### To do
From the first line of the entries below through the line bearing "position:absolute; left:1516px; top:21px;", write out each line exactly. Omit pictures.

┌─ Dataset entries

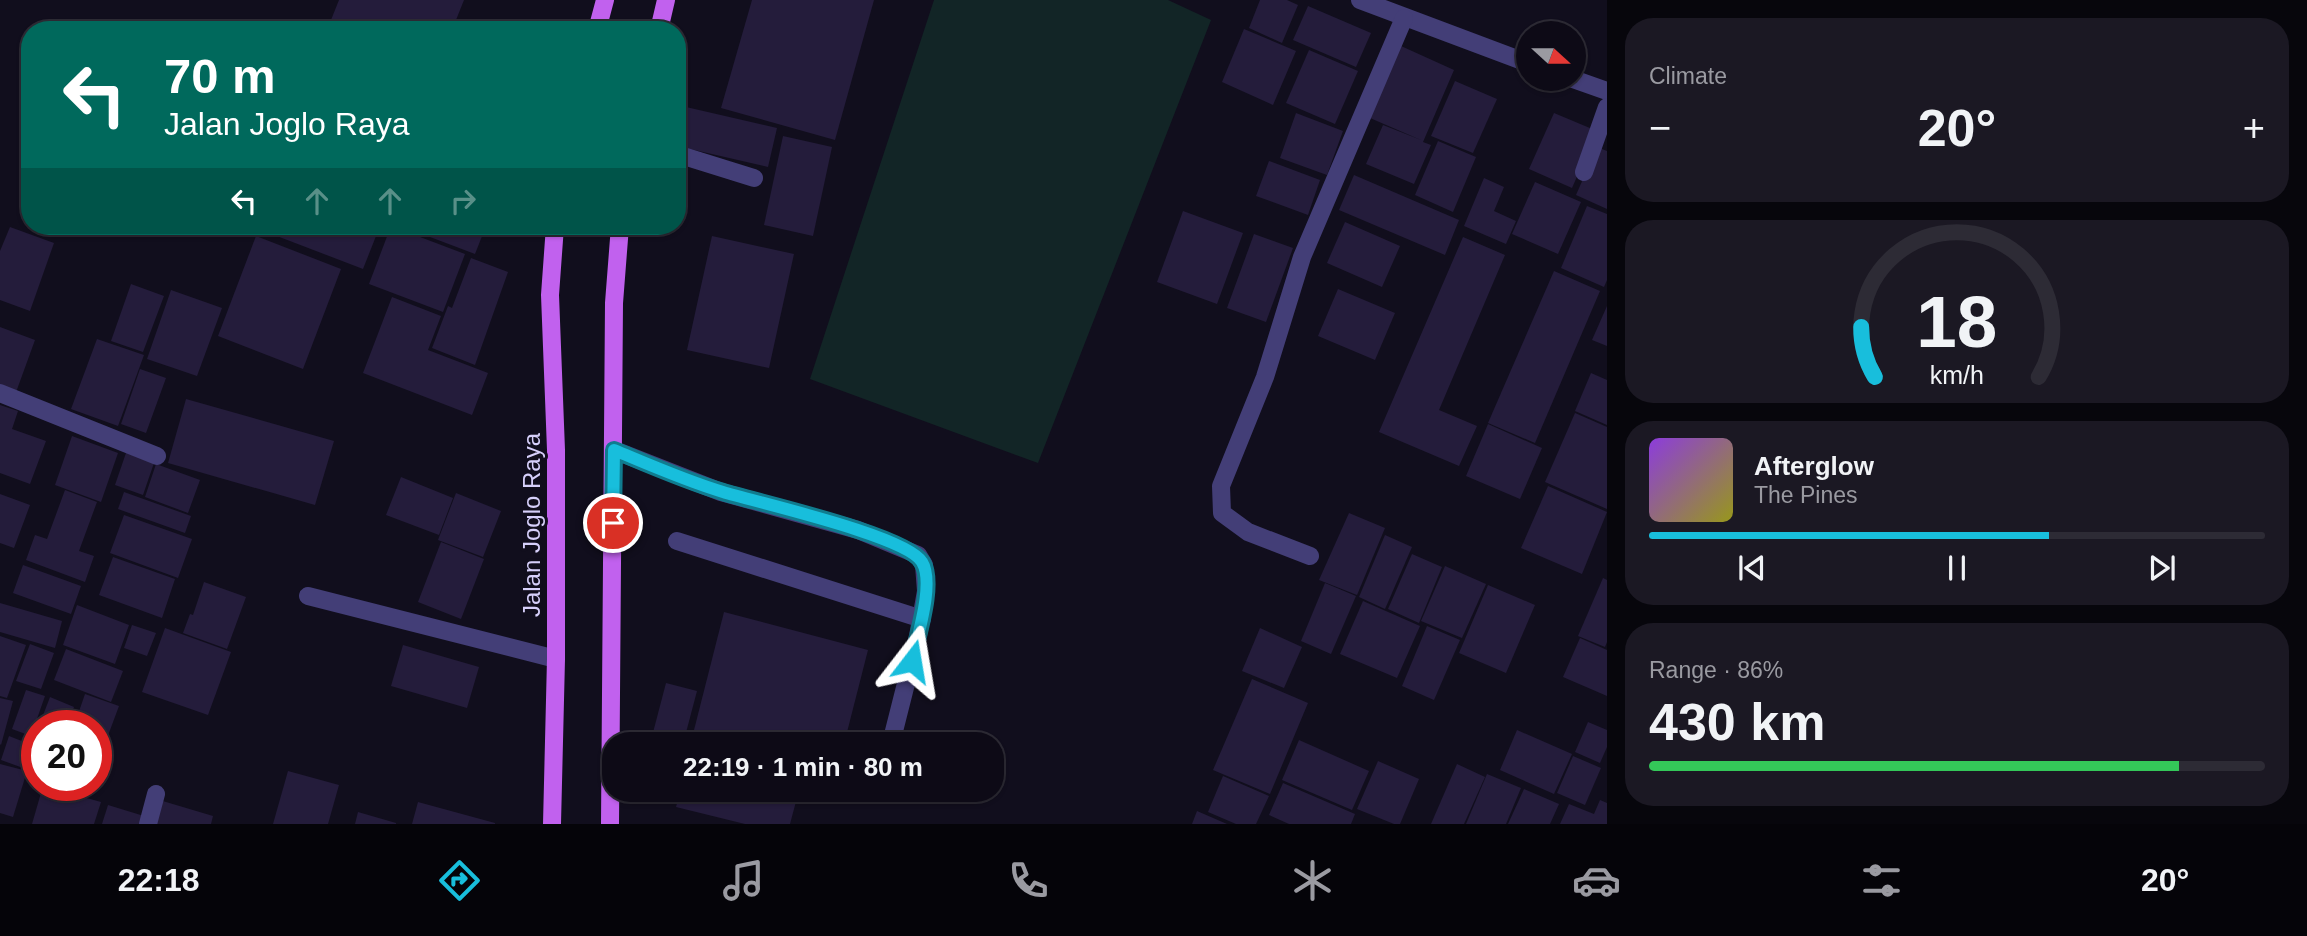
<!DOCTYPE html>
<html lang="en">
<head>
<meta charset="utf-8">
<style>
  :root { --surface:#0d0a16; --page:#1b1823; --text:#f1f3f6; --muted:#9a9aa1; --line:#2d2b35; --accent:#18bedc }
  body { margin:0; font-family:Arial,sans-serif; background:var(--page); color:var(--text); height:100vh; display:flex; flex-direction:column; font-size:26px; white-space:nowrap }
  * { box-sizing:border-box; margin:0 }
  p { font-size:23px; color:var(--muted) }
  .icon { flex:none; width:38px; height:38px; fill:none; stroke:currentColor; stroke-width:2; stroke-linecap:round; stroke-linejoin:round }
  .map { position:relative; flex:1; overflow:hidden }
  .side { display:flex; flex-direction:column; gap:18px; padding:18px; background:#07060c; width:700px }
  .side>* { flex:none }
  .hud { position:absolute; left:21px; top:21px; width:665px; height:214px; border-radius:28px; box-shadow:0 2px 5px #0004,0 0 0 2px var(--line); background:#00695c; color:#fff; overflow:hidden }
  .needle { width:46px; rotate:111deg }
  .fabs { position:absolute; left:1516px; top:21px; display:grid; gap:14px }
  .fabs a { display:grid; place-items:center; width:70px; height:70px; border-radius:50%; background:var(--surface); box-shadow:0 2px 5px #0004,0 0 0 2px var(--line); font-size:35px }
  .speed { position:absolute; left:21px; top:710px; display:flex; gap:14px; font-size:35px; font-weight:700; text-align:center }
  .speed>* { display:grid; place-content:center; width:91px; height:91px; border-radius:50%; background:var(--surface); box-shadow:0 2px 5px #0004,0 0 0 2px var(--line); line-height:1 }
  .speed .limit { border:10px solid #d22; background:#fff; color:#111 }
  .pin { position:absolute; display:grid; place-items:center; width:60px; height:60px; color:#fff; margin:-30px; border:4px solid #fff; border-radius:50%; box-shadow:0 2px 7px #0007 }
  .me { position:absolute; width:77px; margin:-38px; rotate:14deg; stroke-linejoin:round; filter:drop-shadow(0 0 5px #0008) }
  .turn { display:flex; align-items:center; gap:24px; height:147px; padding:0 28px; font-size:32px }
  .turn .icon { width:91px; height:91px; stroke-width:2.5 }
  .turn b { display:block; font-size:49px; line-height:60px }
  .lanes { display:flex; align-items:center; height:66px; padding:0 28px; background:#0003; justify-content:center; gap:35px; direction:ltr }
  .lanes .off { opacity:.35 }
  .big { font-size:52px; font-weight:800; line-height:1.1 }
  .side .tile { flex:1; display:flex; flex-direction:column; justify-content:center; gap:10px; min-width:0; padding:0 24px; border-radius:28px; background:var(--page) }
  .side .dial { align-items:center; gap:0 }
  .dial svg { height:182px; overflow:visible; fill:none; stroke:var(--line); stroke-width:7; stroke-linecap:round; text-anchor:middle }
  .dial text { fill:var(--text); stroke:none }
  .song { display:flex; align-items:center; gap:21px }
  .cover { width:84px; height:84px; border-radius:10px; background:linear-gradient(135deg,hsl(270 70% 55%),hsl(60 70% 35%)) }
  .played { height:7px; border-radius:4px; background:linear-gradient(90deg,var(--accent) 65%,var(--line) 65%) }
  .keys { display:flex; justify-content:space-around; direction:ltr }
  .heat { display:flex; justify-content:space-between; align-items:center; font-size:38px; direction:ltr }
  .charge { height:10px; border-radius:5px; background:linear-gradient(90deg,#34c759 86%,var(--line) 0) }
  .trip { position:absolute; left:602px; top:732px; width:402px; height:70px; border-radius:28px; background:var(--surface); box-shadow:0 2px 5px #0004,0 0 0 2px var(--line); font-weight:800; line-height:70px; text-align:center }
  .menu { display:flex; height:112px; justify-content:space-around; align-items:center; background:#050409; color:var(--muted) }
  .menu .icon { width:49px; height:49px }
  .menu .selected { color:var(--accent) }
  .menu b { font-size:32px; color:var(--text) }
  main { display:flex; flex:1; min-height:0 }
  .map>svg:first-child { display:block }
  .green { fill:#122526 }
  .building { fill:#241c3b }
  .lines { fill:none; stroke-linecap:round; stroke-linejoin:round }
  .minor { stroke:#433e77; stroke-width:18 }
  .major { stroke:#c161ee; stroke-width:18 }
  .route-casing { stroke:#107c8f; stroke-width:18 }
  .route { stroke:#18bedc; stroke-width:12 }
  .labels { text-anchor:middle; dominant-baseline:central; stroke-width:6; stroke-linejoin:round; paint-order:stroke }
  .street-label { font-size:24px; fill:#d6cffa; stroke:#110e1d }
</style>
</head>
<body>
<main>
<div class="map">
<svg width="1607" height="824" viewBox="0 0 1607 824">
  <rect width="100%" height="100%" fill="#110e1d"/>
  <path class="green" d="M934 0H1168L1211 20 1038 463 810 379Z"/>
  <g class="building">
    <path d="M339 0H464L452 30H327Z"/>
    <path d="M752 0H874L835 140 721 108Z"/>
    <path d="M1260 0H1287L1298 5 1282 43 1249 28Z"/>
    <path d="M1308 6 1371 33 1356 67 1293 40Z"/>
    <path d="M1244 29 1296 51 1273 105 1222 82Z"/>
    <path d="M1401 46 1454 70 1423 142 1431 145 1414 184 1366 164 1383 125 1421 140 1370 118Z"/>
    <path d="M1309 50 1358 71 1335 124 1286 103Z"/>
    <path d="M1455 81 1497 99 1473 153 1431 136Z"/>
    <path d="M686 107 777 128 768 167 677 146Z"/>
    <path d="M1296 113 1343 131 1327 175 1280 158Z"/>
    <path d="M1554 113 1597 131 1572 188 1529 169Z"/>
    <path d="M783 136 832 147 813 236 764 225Z"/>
    <path d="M1438 141 1476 157 1453 212 1415 195Z"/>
    <path d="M1597 147 1607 151V209L1576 195Z"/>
    <path d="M1269 161 1320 180 1308 215 1256 196Z"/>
    <path d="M1354 175 1459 220 1445 255 1339 210Z"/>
    <path d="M1484 178 1504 187 1494 211 1516 221 1506 244 1464 226Z"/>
    <path d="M1535 182 1581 202 1558 254 1512 234Z"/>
    <path d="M1587 206 1607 214V280L1604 287 1561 268Z"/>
    <path d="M1183 211 1243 233 1217 304 1157 282Z"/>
    <path d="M1345 222 1400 246 1382 287 1327 263Z"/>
    <path d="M251 226H380L363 269Z"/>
    <path d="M391 226 465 254 443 312 369 284Z"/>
    <path d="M401 226H486L475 254Z"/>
    <path d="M10 227 54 243 30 311 0 300V251Z"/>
    <path d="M1254 234 1293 248 1266 322 1227 308Z"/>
    <path d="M256 236 341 269 303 369 218 336Z"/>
    <path d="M712 236 794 254 769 368 687 350Z"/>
    <path d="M1463 237 1505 255 1439 410 1477 426 1459 466 1379 432Z"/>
    <path d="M471 258 508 272 475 365 432 348 448 306 452 308Z"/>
    <path d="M1554 271 1600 291 1535 443 1488 423Z"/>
    <path d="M131 284 164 296 143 352 111 341Z"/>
    <path d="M1338 289 1395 313 1375 360 1318 336Z"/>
    <path d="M171 290 222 308 197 376 147 359Z"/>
    <path d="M392 297 441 316 428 350 488 373 472 415 363 373Z"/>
    <path d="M1607 306V346L1592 340Z"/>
    <path d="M0 327 35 340 15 395 0 390Z"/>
    <path d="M97 339 144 355 118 426 71 409Z"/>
    <path d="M140 369 166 378 146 433 121 424Z"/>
    <path d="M1591 373 1607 380V425L1575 411Z"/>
    <path d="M186 399 334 441 315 505 168 463Z"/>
    <path d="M0 405 18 411 12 429 46 441 30 484 0 473Z"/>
    <path d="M1575 413 1607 427V509L1545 482Z"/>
    <path d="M1488 424 1542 448 1520 499 1466 476Z"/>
    <path d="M72 436 118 453 101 502 55 485Z"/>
    <path d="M127 450 155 460 143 495 115 485Z"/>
    <path d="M156 464 200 480 188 513 145 497Z"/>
    <path d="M401 477 453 498 439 535 386 515Z"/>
    <path d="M1548 486 1607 512 1582 574 1521 548Z"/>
    <path d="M65 490 97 502 79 551 94 556 85 582 26 560 35 535 47 539Z"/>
    <path d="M124 492 191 516 185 533 118 509Z"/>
    <path d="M456 493 501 511 483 557 438 540Z"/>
    <path d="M0 494 30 505 14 548 0 543Z"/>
    <path d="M1349 513 1385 528 1357 595 1319 580Z"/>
    <path d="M124 515 192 539 178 578 110 553Z"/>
    <path d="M1385 535 1412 547 1385 609 1359 597Z"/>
    <path d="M441 542 484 559 461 619 418 602Z"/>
    <path d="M1412 554 1442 567 1419 623 1388 609Z"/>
    <path d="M113 557 175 579 162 618 99 595Z"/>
    <path d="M23 565 81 586 71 614 13 593Z"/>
    <path d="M1445 566 1486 584 1462 638 1421 621Z"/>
    <path d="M1603 578 1607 580V642L1605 647 1578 636Z"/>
    <path d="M204 582 246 597 227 649 183 633 190 614 193 615Z"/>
    <path d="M1325 583 1356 596 1331 654 1301 641Z"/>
    <path d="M1488 585 1535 605 1506 673 1459 653Z"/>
    <path d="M1363 601 1420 626 1397 678 1340 654Z"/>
    <path d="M0 603 62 621 55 648 0 632Z"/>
    <path d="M77 605 129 625 115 664 63 645Z"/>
    <path d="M724 612 868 650 844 744H731L693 734Z"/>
    <path d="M132 625 156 633 147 656 124 648Z"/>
    <path d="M1427 626 1460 640 1434 700 1402 686Z"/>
    <path d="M165 628 231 652 208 715 142 692Z"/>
    <path d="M1260 628 1302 647 1284 688 1242 671Z"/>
    <path d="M0 636 26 645 7 698 0 696Z"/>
    <path d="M1580 638 1607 650V696L1563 677Z"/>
    <path d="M30 644 54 653 41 689 16 681Z"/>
    <path d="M403 645 479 667 467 708 391 686Z"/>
    <path d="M66 649 123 671 111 702 54 680Z"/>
    <path d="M1252 679 1308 703 1270 794 1213 770Z"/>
    <path d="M666 683 697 691 683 744H650Z"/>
    <path d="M26 690 45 696 31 736 12 729Z"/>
    <path d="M85 694 119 706 103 749 96 746V726H74Z"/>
    <path d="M50 697 74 707 67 726H39Z"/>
    <path d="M0 698 13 701 1 745 0 744Z"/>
    <path d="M1588 722 1607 730V747L1600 763 1575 752Z"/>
    <path d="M1517 730 1572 754 1554 794 1500 770Z"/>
    <path d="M9 736 37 747V773L1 760Z"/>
    <path d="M1299 740 1369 771 1352 810 1282 780Z"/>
    <path d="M1573 756 1601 768 1585 805 1557 793Z"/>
    <path d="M1378 761 1419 779 1400 824H1394L1357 809Z"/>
    <path d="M0 764 27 771 13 817 0 813Z"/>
    <path d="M1457 764 1485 777 1464 824H1431Z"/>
    <path d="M288 771 339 785 328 824H273Z"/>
    <path d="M1487 774 1521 788 1506 824H1466Z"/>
    <path d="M1223 776 1269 796 1256 824H1236L1208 812Z"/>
    <path d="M1283 783 1355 814 1351 824H1289L1269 815Z"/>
    <path d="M43 786 101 802 94 824H32Z"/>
    <path d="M681 789H820L817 799 798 794 790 824H745L676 807Z"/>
    <path d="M1524 789 1559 804 1550 824H1508Z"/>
    <path d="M156 799 213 816 211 824H149Z"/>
    <path d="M1600 800 1607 803V824H1560L1569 804 1594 814Z"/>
    <path d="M418 802 495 823V824H412Z"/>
    <path d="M108 805 144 816 142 824H102Z"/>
    <path d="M1197 811 1227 824H1192Z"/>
    <path d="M358 812 396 823V824H355Z"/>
  </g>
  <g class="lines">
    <g class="minor">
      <path d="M1360 0 1528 63"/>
      <path d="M1573 79 1607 91"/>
      <path d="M677 154 754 178"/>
      <path d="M1584 172 1607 107"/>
      <path d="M0 393 157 456"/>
      <path d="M614 450 721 492 858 530 918 555 924 565 926 591 918 636 893 735"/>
      <path d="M677 541 922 619"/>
      <path d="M1310 556 1248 532 1222 513 1221 486 1265 377 1302 257 1404 18"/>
      <path d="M308 596 556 659"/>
      <path d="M148 824 156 794"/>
    </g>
    <g class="major">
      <path d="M597 30 605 0"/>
      <path d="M659 30 666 0"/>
      <path d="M552 824 556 659V450L550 295 555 226"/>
      <path d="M610 824 614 303 620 226"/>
    </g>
  </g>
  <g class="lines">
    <g class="route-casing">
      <path id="route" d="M613 523 614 450C650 465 686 481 723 492 759 503 907 536 922 562 935 583 917 637 912 661"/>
    </g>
    <use href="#route" class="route"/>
  </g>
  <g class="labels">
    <g class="street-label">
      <text transform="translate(531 525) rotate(-90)">Jalan Joglo Raya</text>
    </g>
  </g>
</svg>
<div class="fabs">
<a><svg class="needle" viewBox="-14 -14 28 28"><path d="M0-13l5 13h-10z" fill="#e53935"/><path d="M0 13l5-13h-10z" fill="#9a9aa1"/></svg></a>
</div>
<div class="speed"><div class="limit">20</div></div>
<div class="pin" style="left:613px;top:523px;background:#d93025"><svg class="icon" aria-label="arrive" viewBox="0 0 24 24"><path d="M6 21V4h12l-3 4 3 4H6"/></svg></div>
<svg class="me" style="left:912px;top:661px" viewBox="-20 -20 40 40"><path d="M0-17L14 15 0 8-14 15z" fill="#18bedc" stroke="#fff" stroke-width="4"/></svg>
<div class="trip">22:19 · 1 min · 80 m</div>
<div class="hud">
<div class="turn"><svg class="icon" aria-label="left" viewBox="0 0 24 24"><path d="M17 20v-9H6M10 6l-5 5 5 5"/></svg><div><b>70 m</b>Jalan Joglo Raya</div></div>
<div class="lanes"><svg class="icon" aria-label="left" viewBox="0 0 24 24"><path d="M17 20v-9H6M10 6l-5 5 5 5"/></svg><svg class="icon off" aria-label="ahead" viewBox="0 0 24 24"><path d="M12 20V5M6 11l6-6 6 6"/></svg><svg class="icon off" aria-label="ahead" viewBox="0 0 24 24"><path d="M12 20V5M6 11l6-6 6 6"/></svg><svg class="icon off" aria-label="right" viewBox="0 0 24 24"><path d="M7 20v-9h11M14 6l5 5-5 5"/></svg></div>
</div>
</div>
<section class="side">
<div class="tile"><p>Climate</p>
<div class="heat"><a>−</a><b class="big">20°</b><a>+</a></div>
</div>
<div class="tile dial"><svg viewBox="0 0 100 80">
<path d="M14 69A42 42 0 1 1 86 69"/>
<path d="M14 69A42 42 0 0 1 8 47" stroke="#18bedc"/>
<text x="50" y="56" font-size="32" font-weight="700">18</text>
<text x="50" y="72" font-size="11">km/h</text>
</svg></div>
<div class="tile">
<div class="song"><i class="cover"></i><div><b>Afterglow</b><p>The Pines</p></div></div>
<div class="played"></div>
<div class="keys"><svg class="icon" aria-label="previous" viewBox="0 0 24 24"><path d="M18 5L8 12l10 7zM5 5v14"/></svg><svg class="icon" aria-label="pause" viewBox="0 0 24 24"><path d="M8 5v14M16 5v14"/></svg><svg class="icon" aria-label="next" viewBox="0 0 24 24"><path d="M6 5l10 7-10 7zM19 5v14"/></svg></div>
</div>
<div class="tile"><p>Range · 86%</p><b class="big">430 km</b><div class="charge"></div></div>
</section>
</main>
<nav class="menu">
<b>22:18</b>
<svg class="icon selected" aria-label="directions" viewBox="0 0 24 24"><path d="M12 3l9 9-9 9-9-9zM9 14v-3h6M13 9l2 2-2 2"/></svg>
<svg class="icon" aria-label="music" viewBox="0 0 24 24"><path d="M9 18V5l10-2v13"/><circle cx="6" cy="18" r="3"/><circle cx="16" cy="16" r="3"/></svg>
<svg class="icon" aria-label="phone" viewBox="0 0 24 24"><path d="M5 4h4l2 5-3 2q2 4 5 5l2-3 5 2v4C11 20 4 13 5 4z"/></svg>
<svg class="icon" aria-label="climate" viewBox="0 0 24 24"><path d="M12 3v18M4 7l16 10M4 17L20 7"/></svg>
<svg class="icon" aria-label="car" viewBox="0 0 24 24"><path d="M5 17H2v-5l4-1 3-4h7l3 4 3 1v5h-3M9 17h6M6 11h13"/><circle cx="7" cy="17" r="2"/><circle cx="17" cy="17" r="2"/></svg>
<svg class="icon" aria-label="filters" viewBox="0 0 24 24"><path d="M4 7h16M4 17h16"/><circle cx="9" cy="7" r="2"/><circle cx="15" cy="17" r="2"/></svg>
<b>20°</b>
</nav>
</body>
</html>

└─

### Exercise result
<!DOCTYPE html>
<html lang="en">
<head>
<meta charset="utf-8">
<style>
  :root { --surface:#0d0a16; --page:#1b1823; --text:#f1f3f6; --muted:#9a9aa1; --line:#2d2b35; --accent:#18bedc }
  body { margin:0; font-family:Arial,sans-serif; background:var(--page); color:var(--text); height:100vh; display:flex; flex-direction:column; font-size:26px; white-space:nowrap }
  * { box-sizing:border-box; margin:0 }
  p { font-size:23px; color:var(--muted) }
  .icon { flex:none; width:38px; height:38px; fill:none; stroke:currentColor; stroke-width:2; stroke-linecap:round; stroke-linejoin:round }
  .map { position:relative; flex:1; overflow:hidden }
  .side { display:flex; flex-direction:column; gap:18px; padding:18px; background:#07060c; width:700px }
  .side>* { flex:none }
  .hud { position:absolute; left:21px; top:21px; width:665px; height:214px; border-radius:28px; box-shadow:0 2px 5px #0004,0 0 0 2px var(--line); background:#00695c; color:#fff; overflow:hidden }
  .needle { width:46px; rotate:111deg }
  .fabs { position:absolute; left:1516px; top:21px; display:grid; gap:14px }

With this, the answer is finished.